Pound Cake Italian Ricotta

 Absolutely DIVINE, moist, thick pound cake.  I combined a few recipes I have collected and think I've finally come up with the perfect one.  Enjoy!
yes yes, this photo below is my "baking cupboard" haha, I love having it tidy so I can grab anything at a moments notice.  I do however have a cupboard with cake pop stuff and pretty other things in it too.  I also have BULK lots of flour in a storage bin !
Okay, you will need...
1 1/2 cups plain flour
2 1/2 teaspoons of baking powder
1 teaspoon of salt
3/4 cup of unsalted butter melted
1 1/2 cups smooth ricotta (about 450g)
1 1/2 cups of white sugar
3 large eggs
2 teaspoons of vanilla extract
Icing sugar for dusting

Turn your oven on to 180oC (350oF).
Grease and flour your chosen cake tin.  I like to use a bundt pan or a ring pan and usually do a couple of little cakes as well for the kiddies to enjoy or my hubby to take to work.
Simply mix everything together until smooth.

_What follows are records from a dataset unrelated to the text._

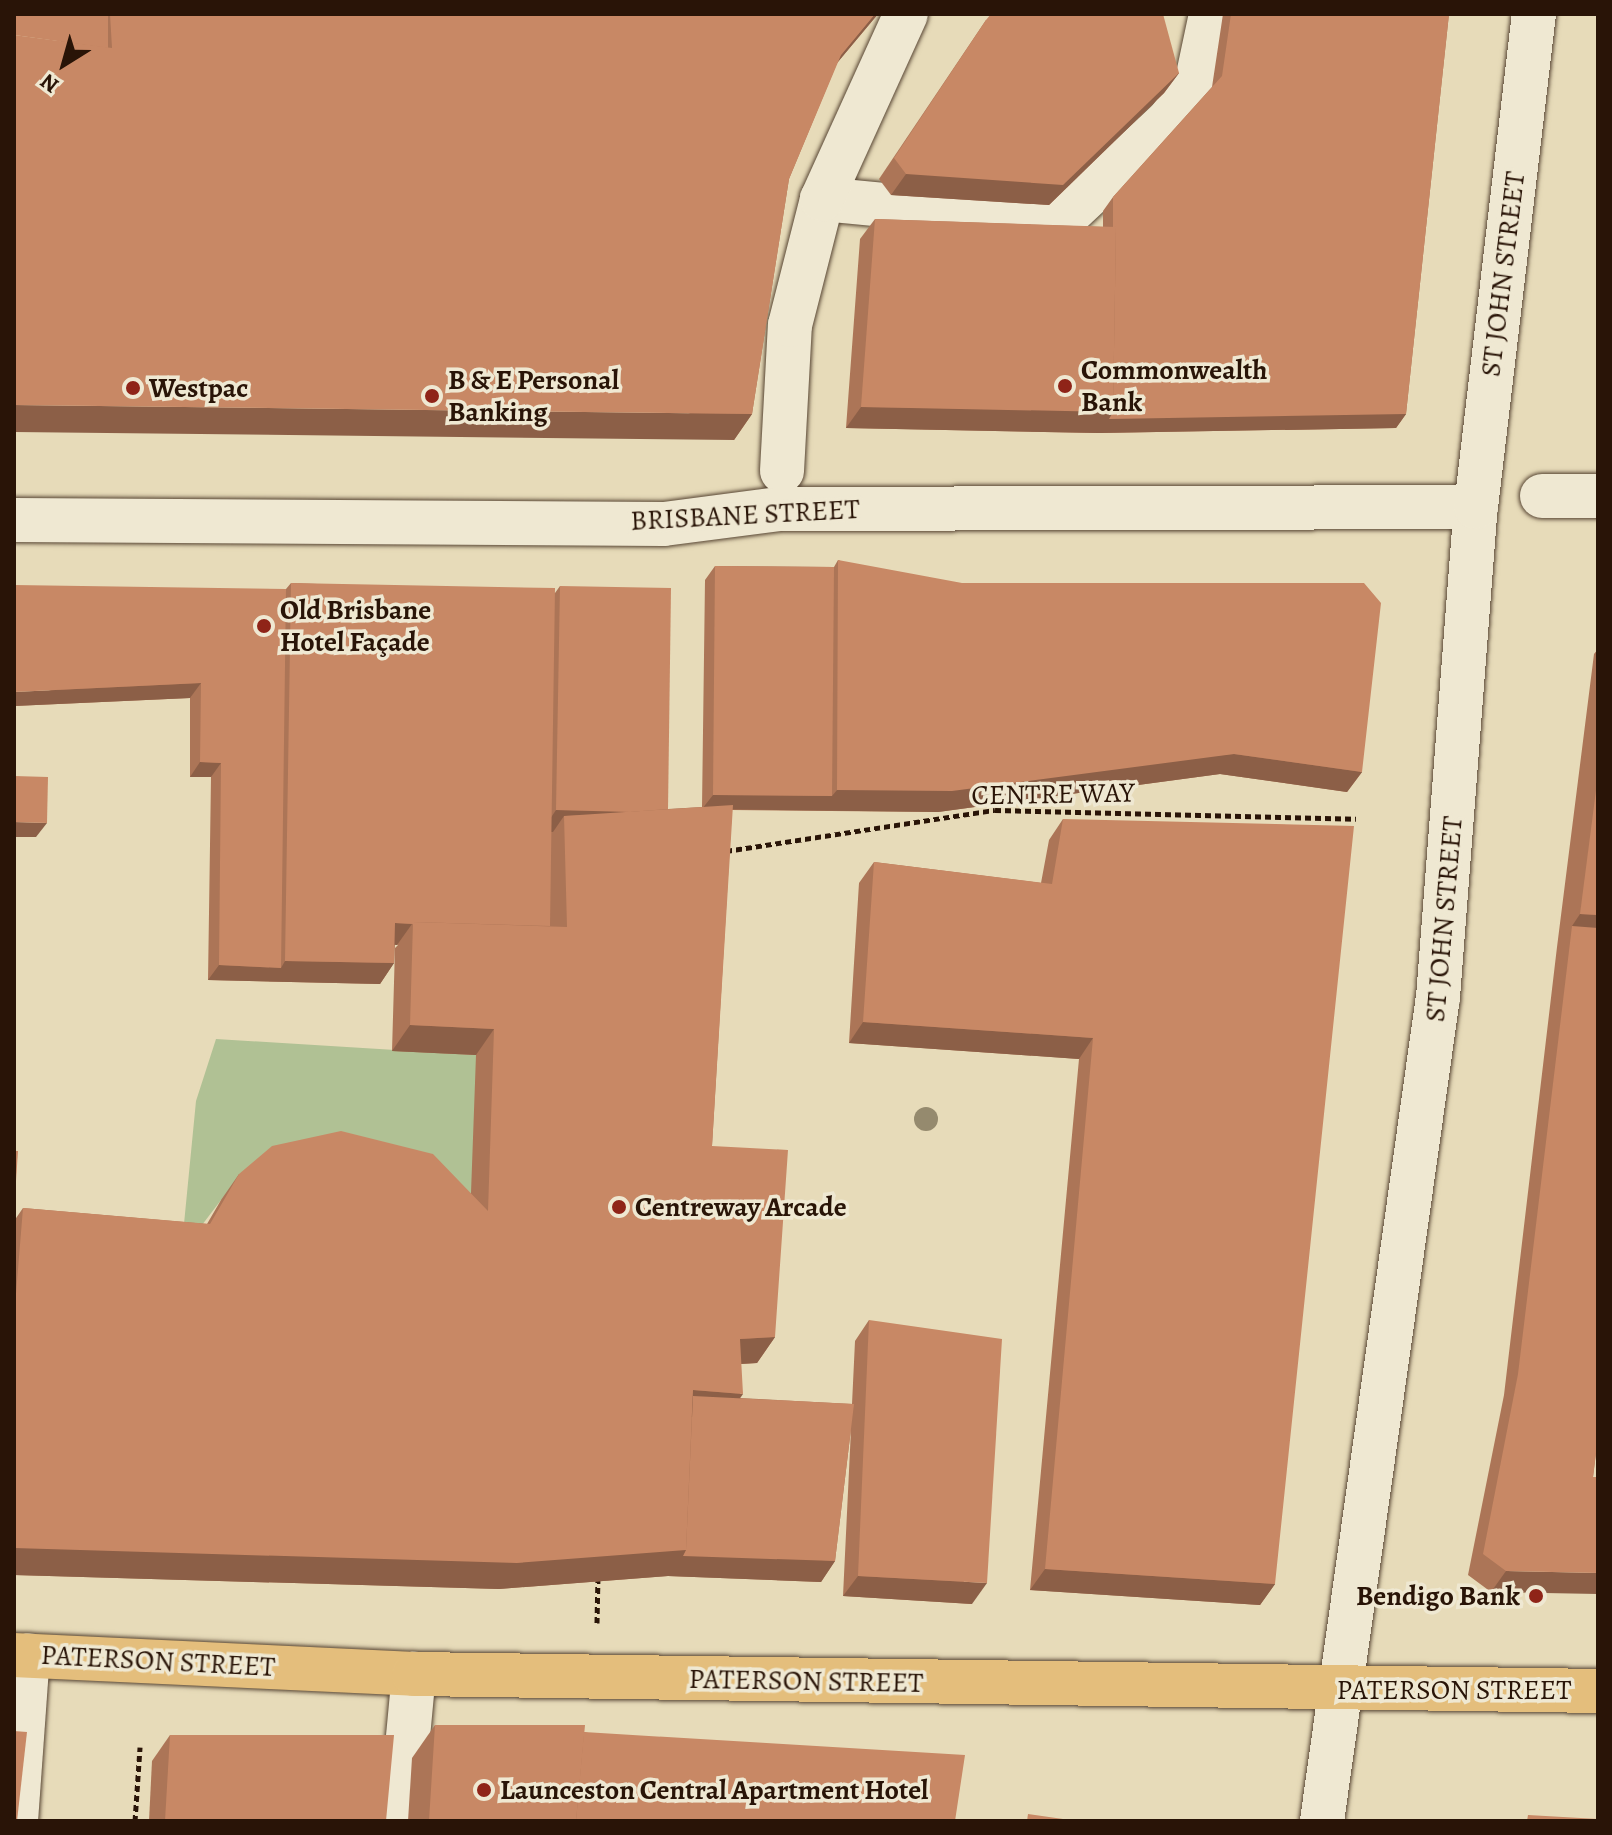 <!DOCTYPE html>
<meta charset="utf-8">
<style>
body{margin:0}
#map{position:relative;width:1612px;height:1835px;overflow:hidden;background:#e7dbb9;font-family:Alegreya,serif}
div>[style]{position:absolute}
.green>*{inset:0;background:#b0c194}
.path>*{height:5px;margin-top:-2.5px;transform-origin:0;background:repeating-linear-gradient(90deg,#291407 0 6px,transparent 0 10px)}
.roads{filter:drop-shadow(0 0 2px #584634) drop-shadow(0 0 2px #584634)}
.minor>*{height:44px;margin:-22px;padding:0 22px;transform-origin:22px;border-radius:22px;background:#efe8d2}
.highway>*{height:44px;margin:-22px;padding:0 22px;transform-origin:22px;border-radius:22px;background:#e4be7c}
.trees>*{width:24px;height:24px;margin:-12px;border-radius:50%;background:#958a6e}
.wall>*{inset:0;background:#ac7557}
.shaded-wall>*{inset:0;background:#8c5f47}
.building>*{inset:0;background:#c88865}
.dots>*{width:22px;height:22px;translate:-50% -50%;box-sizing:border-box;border:4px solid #efe8d2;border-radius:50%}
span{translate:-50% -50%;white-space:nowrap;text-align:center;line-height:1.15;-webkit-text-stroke:7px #efe8d2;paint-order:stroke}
.street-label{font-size:28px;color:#291407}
.poi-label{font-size:28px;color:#291407;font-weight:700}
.left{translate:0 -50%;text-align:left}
.right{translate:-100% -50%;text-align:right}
.frame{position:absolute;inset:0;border:16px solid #291407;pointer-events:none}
.north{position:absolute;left:24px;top:24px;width:80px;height:80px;-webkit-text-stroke:6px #efe8d2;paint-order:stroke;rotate:217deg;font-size:22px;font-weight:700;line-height:32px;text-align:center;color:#291407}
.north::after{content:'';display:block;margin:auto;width:28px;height:36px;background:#291407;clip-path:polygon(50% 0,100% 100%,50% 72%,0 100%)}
</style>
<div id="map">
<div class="green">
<i style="clip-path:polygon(216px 1039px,476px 1055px,478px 1208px,221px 1200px,202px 1225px,183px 1234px,196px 1101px)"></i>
</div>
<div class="path">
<i style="left:726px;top:851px;width:272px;rotate:-8.7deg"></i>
<i style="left:995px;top:810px;width:361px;rotate:1.4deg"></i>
<i style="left:597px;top:1623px;width:46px;rotate:-88.8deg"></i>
<i style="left:135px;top:1821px;width:74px;rotate:-86.1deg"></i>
</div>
<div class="roads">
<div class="minor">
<i style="left:822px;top:199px;width:239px;rotate:5.5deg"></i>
<i style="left:1060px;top:222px;width:151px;rotate:-43.1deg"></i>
<i style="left:1170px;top:119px;width:47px;rotate:-55.3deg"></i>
<i style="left:1197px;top:80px;width:67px;rotate:-78deg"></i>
<i style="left:782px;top:471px;width:146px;rotate:-86.9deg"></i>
<i style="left:790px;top:325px;width:130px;rotate:-75.7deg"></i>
<i style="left:822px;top:199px;width:203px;rotate:-65.6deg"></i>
<i style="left:1542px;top:496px;width:56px"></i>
<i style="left:14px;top:520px;width:650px;rotate:0.35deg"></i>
<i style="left:664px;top:524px;width:117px;rotate:-7.4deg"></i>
<i style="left:780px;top:509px;width:696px;rotate:-0.16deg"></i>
<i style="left:16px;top:1821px;width:166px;rotate:-85.9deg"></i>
<i style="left:400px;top:1821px;width:148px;rotate:-84.6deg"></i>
<i style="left:1322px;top:1821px;width:832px;rotate:-81.99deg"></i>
<i style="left:1438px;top:997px;width:491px;rotate:-85.6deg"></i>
<i style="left:1476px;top:507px;width:496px;rotate:-83.3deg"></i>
</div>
<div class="highway">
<i style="left:14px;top:1655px;width:400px;rotate:2.7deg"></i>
<i style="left:414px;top:1674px;width:1184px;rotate:0.82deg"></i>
</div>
</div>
<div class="trees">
<i style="left:926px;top:1119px"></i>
</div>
<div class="wall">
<i style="clip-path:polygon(14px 14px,878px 14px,837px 63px,789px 179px,752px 414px,734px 440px)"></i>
<i style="clip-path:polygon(1223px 14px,1449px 14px,1406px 414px,1396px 428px,1099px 433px,846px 428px,860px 239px,875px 219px,1103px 227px,1103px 211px,1113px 197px,1212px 87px)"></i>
<i style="clip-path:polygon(986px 20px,1179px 73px,1164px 93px,1049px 205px,891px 195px,879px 179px)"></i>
<i style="clip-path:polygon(838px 560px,1362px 772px,1347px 792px,1220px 774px,938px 812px,732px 810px,712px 1146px,775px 1337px,757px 1363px,741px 1364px,740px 1398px,852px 1404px,855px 1341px,869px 1320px,972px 1604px,843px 1596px,851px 1429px,835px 1561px,821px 1582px,668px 1576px,499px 1589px,14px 1575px,14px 1221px,23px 1208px,207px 1224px,221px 1200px,239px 1174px,471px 1193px,476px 1055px,392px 1051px,395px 948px,398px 945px,395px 944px,394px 963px,380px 984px,208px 980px,211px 777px,190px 777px,190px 698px,14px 706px,286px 589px,291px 583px,555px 593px,560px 586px,668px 809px,702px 807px,705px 580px,715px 566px,834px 567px)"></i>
<i style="clip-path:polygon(1598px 649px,1598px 1437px,1593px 1477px,1491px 1592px,1468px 1575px,1504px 1395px,1557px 947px,1594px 654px)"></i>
<i style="clip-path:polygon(1063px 819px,1275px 1584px,1260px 1605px,1030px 1590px,1079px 1059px,849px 1043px,859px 883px,874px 862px,1041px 883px,1049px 840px)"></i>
<i style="clip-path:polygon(435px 1725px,584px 1732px,955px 1821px,408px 1821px,412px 1758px)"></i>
<i style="clip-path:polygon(170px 1735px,386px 1821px,149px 1821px,152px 1761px)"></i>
</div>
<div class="shaded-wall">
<i style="clip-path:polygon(875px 14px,878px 14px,822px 81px,841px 55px)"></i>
<i style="clip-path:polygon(1179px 73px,1164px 93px,1049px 205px,891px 195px,906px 174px)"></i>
<i style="clip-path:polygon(14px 405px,752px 414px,734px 440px,14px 432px)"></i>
<i style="clip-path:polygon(861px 407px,1406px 414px,1396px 428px,1099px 433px,846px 428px)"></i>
<i style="clip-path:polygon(201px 683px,190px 698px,14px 706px,14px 692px)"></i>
<i style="clip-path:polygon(1234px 754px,1362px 772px,1347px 792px,1220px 774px,938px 812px,702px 809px,713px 795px,832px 796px,837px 790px)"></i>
<i style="clip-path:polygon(200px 762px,221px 763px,211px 777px,190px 777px)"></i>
<i style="clip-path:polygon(556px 810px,668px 812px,564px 816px,553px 832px,542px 831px)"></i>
<i style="clip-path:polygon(14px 822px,47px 823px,36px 837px,14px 837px)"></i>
<i style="clip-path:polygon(1580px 914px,1598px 915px,1598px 950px,1572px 926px)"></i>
<i style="clip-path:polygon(395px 923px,412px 924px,397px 945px,380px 944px)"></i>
<i style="clip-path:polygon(285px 961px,394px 963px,380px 984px,208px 980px,219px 965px,281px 968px)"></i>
<i style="clip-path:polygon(863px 1022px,1093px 1038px,1079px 1059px,849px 1043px)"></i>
<i style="clip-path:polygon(410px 1025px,494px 1029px,476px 1055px,392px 1051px)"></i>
<i style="clip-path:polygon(775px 1337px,757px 1363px,722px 1365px,740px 1339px)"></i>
<i style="clip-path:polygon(693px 1390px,743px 1394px,725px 1420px,689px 1417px)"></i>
<i style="clip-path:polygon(14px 1548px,686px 1550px,835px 1561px,821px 1582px,668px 1576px,499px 1589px,14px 1575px)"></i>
<i style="clip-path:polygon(1045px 1569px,1275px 1584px,1260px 1605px,1030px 1590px)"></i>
<i style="clip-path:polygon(1506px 1571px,1598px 1573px,1598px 1594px,1491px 1592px)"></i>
<i style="clip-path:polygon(858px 1576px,987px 1583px,972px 1604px,843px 1596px)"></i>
</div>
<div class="building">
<i style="clip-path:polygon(14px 14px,108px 14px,108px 48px,14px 35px)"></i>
<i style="clip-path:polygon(110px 14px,875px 14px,841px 55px,789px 179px,752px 414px,14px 405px,14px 35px,112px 48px)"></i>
<i style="clip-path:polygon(991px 14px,1163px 14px,1179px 73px,1063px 185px,906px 174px,894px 158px,986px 20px)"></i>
<i style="clip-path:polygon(1231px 14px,1449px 14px,1406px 414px,1109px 419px,1113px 412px,1116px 227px,1113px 227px,1113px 197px,1222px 76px)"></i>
<i style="clip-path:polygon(875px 219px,1116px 227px,1113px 412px,861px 407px)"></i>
<i style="clip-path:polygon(838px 560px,962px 583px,1364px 583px,1381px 603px,1362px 772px,1234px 754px,952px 791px,837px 790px)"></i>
<i style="clip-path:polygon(715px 566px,834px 567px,832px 796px,713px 795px)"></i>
<i style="clip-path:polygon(291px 583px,555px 588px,550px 926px,413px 922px,413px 924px,395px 923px,394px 963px,285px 961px)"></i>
<i style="clip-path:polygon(14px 585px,286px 589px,281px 968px,219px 965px,221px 763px,200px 762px,201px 683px,14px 692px)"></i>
<i style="clip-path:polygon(560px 586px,671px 588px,668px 809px,630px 812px,556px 810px)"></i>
<i style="clip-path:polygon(1598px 775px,1598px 915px,1580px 914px)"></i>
<i style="clip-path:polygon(14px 776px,48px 777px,47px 823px,14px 822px)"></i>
<i style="clip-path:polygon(733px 805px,712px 1146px,788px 1150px,775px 1337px,740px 1339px,743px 1394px,693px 1390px,686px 1550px,517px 1563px,14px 1548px,14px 1318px,23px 1208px,210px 1224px,239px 1174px,272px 1146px,341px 1131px,433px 1154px,488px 1211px,494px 1029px,410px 1025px,413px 922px,567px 927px,564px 816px)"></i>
<i style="clip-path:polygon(1063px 819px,1354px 826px,1275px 1584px,1045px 1569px,1093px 1038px,863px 1022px,874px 862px,1052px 884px)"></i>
<i style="clip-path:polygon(1572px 926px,1598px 928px,1598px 1437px,1593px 1477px,1598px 1477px,1598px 1573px,1506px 1571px,1483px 1554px,1518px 1374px)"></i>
<i style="clip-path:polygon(14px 1151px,18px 1151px,15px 1196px,14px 1196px)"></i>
<i style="clip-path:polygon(869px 1320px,1002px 1339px,987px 1583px,858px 1576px)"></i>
<i style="clip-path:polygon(693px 1396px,854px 1404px,835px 1561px,683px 1556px,686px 1550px)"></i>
<i style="clip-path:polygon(435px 1725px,585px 1725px,576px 1821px,429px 1821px)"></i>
<i style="clip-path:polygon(14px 1731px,27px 1732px,17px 1821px,14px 1821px)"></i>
<i style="clip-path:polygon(584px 1732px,965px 1755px,955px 1821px,576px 1821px)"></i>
<i style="clip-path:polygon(170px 1735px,394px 1735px,386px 1821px,165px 1821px)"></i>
<i style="clip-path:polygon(1028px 1814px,1077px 1821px,1027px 1821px)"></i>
<i style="clip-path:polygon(1528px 1815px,1598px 1819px,1598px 1821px,1527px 1821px)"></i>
</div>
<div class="dots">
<i style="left:1065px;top:386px;background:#8f2418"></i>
<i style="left:133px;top:388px;background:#8f2418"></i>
<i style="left:432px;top:396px;background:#8f2418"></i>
<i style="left:264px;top:626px;background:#8f2418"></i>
<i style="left:619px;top:1207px;background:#8f2418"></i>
<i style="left:1536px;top:1596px;background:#8f2418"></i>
<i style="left:484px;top:1790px;background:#8f2418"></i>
</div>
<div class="street-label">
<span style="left:1503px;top:274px;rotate:-83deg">ST JOHN STREET</span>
<span style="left:745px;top:515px;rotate:-3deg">BRISBANE STREET</span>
<span style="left:1053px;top:794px;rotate:-1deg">CENTRE WAY</span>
<span style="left:1444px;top:919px;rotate:-85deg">ST JOHN STREET</span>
<span style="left:158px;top:1661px;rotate:3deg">PATERSON STREET</span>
<span style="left:806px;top:1681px;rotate:1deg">PATERSON STREET</span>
<span style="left:1454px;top:1690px">PATERSON STREET</span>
</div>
<div class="poi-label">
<span class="left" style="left:1081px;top:386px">Commonwealth<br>Bank</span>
<span class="left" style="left:448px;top:396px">B &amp; E Personal<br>Banking</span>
<span class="left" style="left:149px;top:388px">Westpac</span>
<span class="left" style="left:280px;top:626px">Old Brisbane<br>Hotel Façade</span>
<span class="left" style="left:635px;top:1207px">Centreway Arcade</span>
<span class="right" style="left:1520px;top:1596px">Bendigo Bank</span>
<span class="left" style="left:500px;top:1790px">Launceston Central Apartment Hotel</span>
</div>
<div class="frame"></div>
<div class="north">N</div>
</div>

 Pour batter into your prepared tins.  Bake for about 15 minutes then turn the heat down to 150oC and keep cooking until lightly golden brown on top and springing back to the touch in the centre.  Remember if you are doing smaller cakes like I do that the little ones will cook sooner than the big one.  So here's the mix in the pans baking away.  Note the tiny little round pan on the bottom shelf...that was my Nana's little cake tin she used to make cakes for my Papa to take to work.  One of my favourite kitchen things. love love love
 Look at that beautiful golden deliciousness
 When almost cool you can tip your cakes out onto a plate.
Sprinkle with icing sugar.  Simply divine.